TASK DIRECTIONS:
The entries that follow include a run beginning at the line with "Give me a JSON" and ending at the line with "Instruction: Describe this"; restate that run word for word and leave the rest out.

▽

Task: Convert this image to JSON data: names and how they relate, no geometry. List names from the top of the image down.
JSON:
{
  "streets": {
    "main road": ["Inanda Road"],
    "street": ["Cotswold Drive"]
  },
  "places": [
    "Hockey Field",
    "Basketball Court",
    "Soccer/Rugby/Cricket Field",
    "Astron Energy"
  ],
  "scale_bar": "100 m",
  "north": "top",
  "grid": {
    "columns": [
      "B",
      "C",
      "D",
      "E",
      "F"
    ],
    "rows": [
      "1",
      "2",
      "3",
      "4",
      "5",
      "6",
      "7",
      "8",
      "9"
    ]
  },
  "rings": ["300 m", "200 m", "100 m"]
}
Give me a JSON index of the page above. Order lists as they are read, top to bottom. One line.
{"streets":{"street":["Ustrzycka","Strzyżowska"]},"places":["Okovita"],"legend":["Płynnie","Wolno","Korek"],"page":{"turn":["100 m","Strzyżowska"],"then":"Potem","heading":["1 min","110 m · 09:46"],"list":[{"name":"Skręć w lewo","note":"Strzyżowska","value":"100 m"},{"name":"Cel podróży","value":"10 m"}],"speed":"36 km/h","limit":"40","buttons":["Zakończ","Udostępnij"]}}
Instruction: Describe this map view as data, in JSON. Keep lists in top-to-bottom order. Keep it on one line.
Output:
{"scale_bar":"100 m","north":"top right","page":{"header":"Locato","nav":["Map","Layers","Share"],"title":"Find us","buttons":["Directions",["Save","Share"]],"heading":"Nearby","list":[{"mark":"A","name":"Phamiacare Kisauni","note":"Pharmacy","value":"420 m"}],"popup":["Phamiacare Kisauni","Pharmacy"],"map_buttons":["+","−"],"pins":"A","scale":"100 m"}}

△

TASK ANSWER:
Give me a JSON index of the page above. Order lists as they are read, top to bottom. One line.
{"streets":{"street":["Ustrzycka","Strzyżowska"]},"places":["Okovita"],"legend":["Płynnie","Wolno","Korek"],"page":{"turn":["100 m","Strzyżowska"],"then":"Potem","heading":["1 min","110 m · 09:46"],"list":[{"name":"Skręć w lewo","note":"Strzyżowska","value":"100 m"},{"name":"Cel podróży","value":"10 m"}],"speed":"36 km/h","limit":"40","buttons":["Zakończ","Udostępnij"]}}
Instruction: Describe this map view as data, in JSON. Keep lists in top-to-bottom order. Keep it on one line.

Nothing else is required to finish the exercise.